9. Integration with AI and Edge Computing
Digital twins become exponentially more powerful when integrated with AI.
AI-Driven Predictive Models
Machine learning algorithms analyze historical performance data to:
- Detect subtle degradation patterns
- Improve anomaly detection accuracy
- Optimize mission parameters
- Edge-Based Digital Twins
In contested environments with limited connectivity, partial digital twin functionality can operate at the edge:
- Embedded processors analyze local sensor data
- Critical decisions are made autonomously
- Only essential data is transmitted back to command centers
This hybrid architecture ensures resilience in electronic warfare conditions.
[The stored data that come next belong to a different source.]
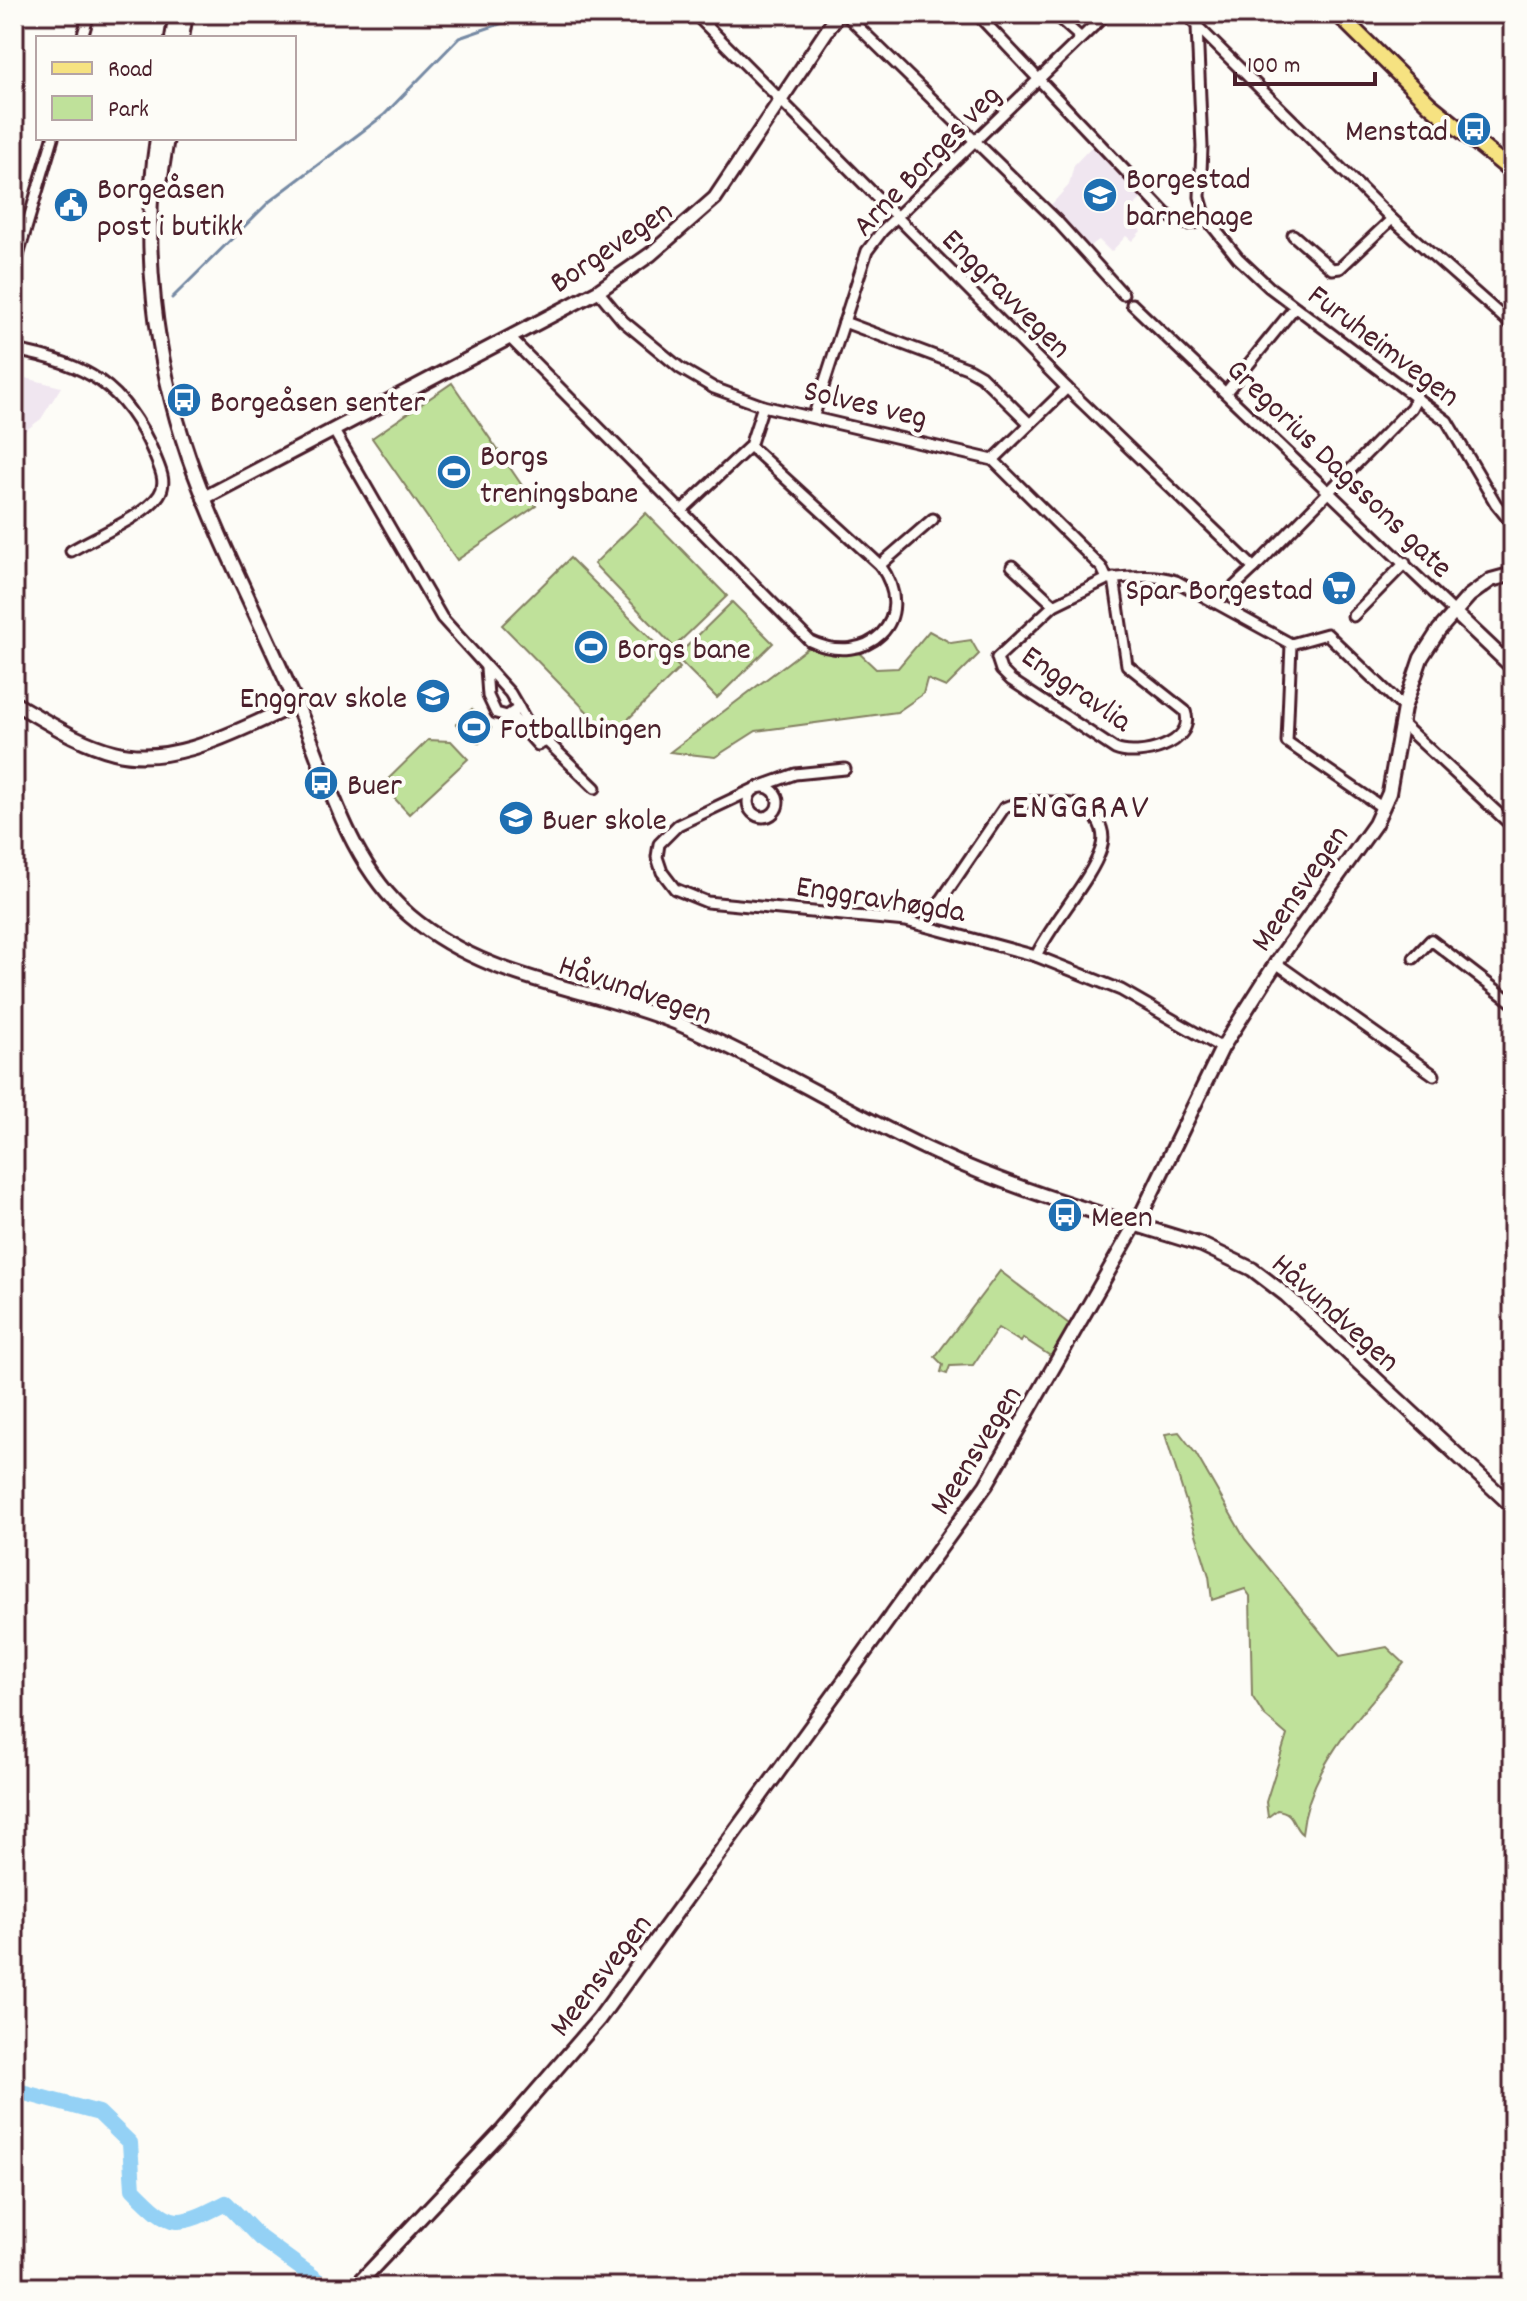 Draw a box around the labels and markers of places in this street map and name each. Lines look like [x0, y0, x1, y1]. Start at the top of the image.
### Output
bus stop icon: Menstad [1455, 110, 1493, 148]
place label: Menstad [1345, 111, 1448, 157]
place label: Borgestad barnehage [1126, 159, 1253, 242]
place label: Borgeåsen post i butikk [97, 169, 243, 252]
school or university icon: Borgestad barnehage [1081, 176, 1119, 214]
public building icon: Borgeåsen post i butikk [52, 186, 90, 224]
bus stop icon: Borgeåsen senter [165, 381, 203, 419]
place label: Borgeåsen senter [210, 382, 425, 428]
place label: Borgs treningsbane [480, 436, 638, 519]
sports icon: Borgs treningsbane [435, 453, 473, 491]
supermarket icon: Spar Borgestad [1320, 569, 1358, 607]
place label: Spar Borgestad [1125, 570, 1313, 616]
sports icon: Borgs bane [572, 628, 610, 666]
place label: Borgs bane [617, 629, 751, 675]
school or university icon: Enggrav skole [414, 677, 452, 715]
place label: Enggrav skole [240, 678, 407, 724]
sports icon: Fotballbingen [455, 708, 493, 746]
place label: Fotballbingen [500, 709, 662, 755]
bus stop icon: Buer [302, 764, 340, 802]
place label: Buer [347, 765, 402, 811]
school or university icon: Buer skole [497, 799, 535, 837]
place label: Buer skole [542, 800, 667, 846]
bus stop icon: Meen [1046, 1196, 1084, 1234]
place label: Meen [1091, 1197, 1153, 1243] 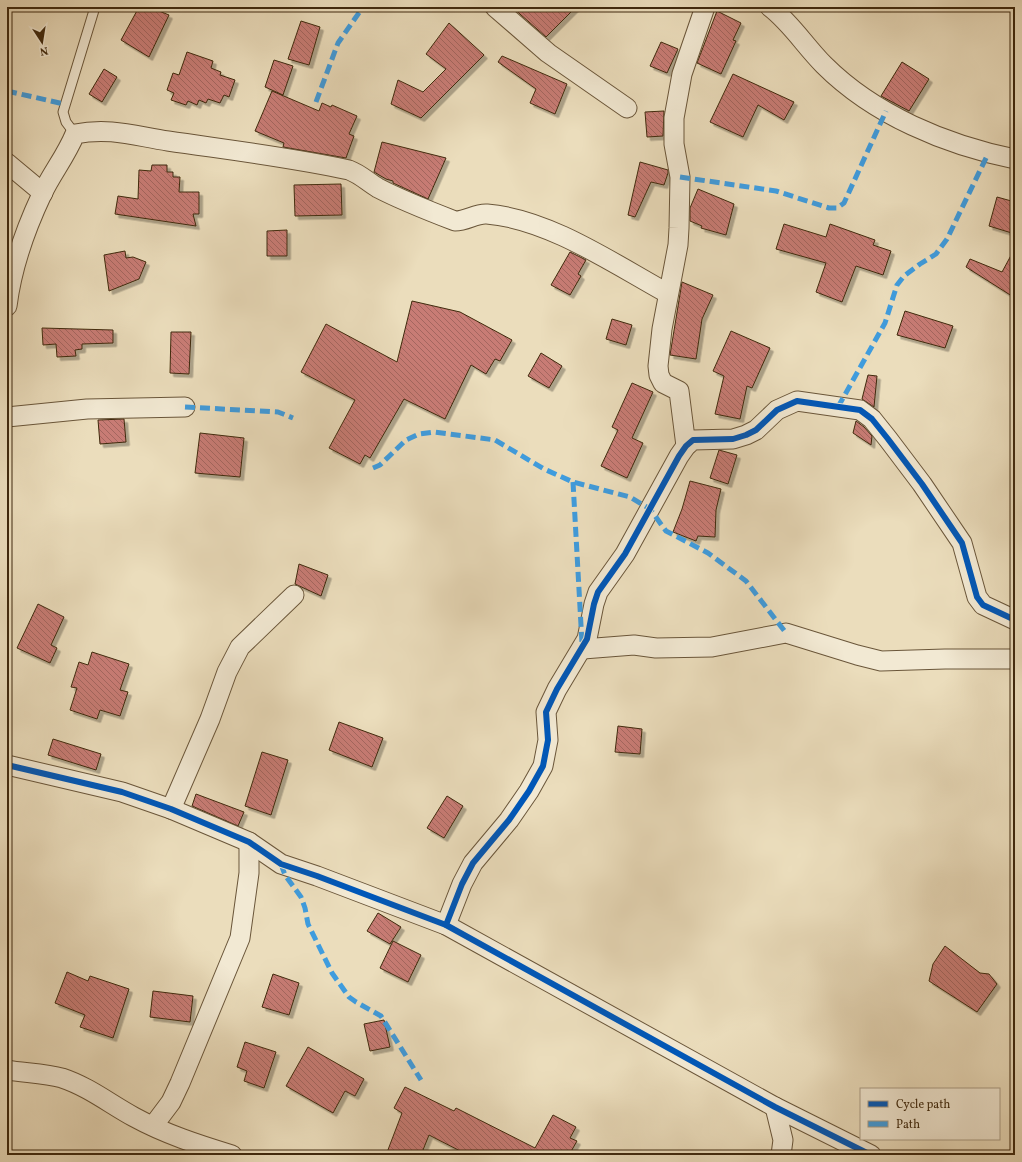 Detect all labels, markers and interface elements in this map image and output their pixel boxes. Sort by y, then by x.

10. Indian Perspective: Opportunities and Strategic Importance
India’s defence modernization initiatives emphasize indigenous development under Make-in-India and Atmanirbhar Bharat programs. Organizations such as Defence Research and Development Organisation are increasingly leveraging simulation-driven design methodologies.
Digital twin technology offers India:
- Reduced dependency on foreign test infrastructure
- Faster prototyping cycles
- Improved reliability of indigenous systems
- Enhanced lifecycle management of legacy assets
As India expands its aerospace and naval capabilities, digital twins can play a pivotal role in accelerating modernization.
11. Future Trends in Defense Digital Twins
1. Cognitive Digital Twins
Future twins may autonomously adapt based on AI-driven reasoning models.
2. Swarm-Level Digital Twins
Modeling coordinated drone swarms in real time will require distributed digital twin architectures.
3. Quantum-Enhanced Simulation
Emerging quantum-computing platforms may enable ultra-high-fidelity battlefield simulations.
4. Secure Military Cloud Integration
Dedicated defense cloud ecosystems will host large-scale digital twin simulations with classified security layers.
Conclusion
Digital twin technology is redefining defence system engineering — from conceptual design to field deployment and lifecycle sustainment. By enabling high-fidelity simulation, predictive maintenance, AI-driven analytics, and mission-level modeling, digital twins provide armed forces with a decisive technological edge.
As defence platforms become increasingly software-defined and electronically complex, digital twins will shift from being a design enhancement to a strategic necessity. Nations that effectively integrate digital twin ecosystems into their defence modernization roadmap will benefit from accelerated innovation, reduced lifecycle costs, and enhanced operational readiness.
For the defence electronics industry, digital twins represent not merely a tool — but a foundational pillar of next-generation military capability.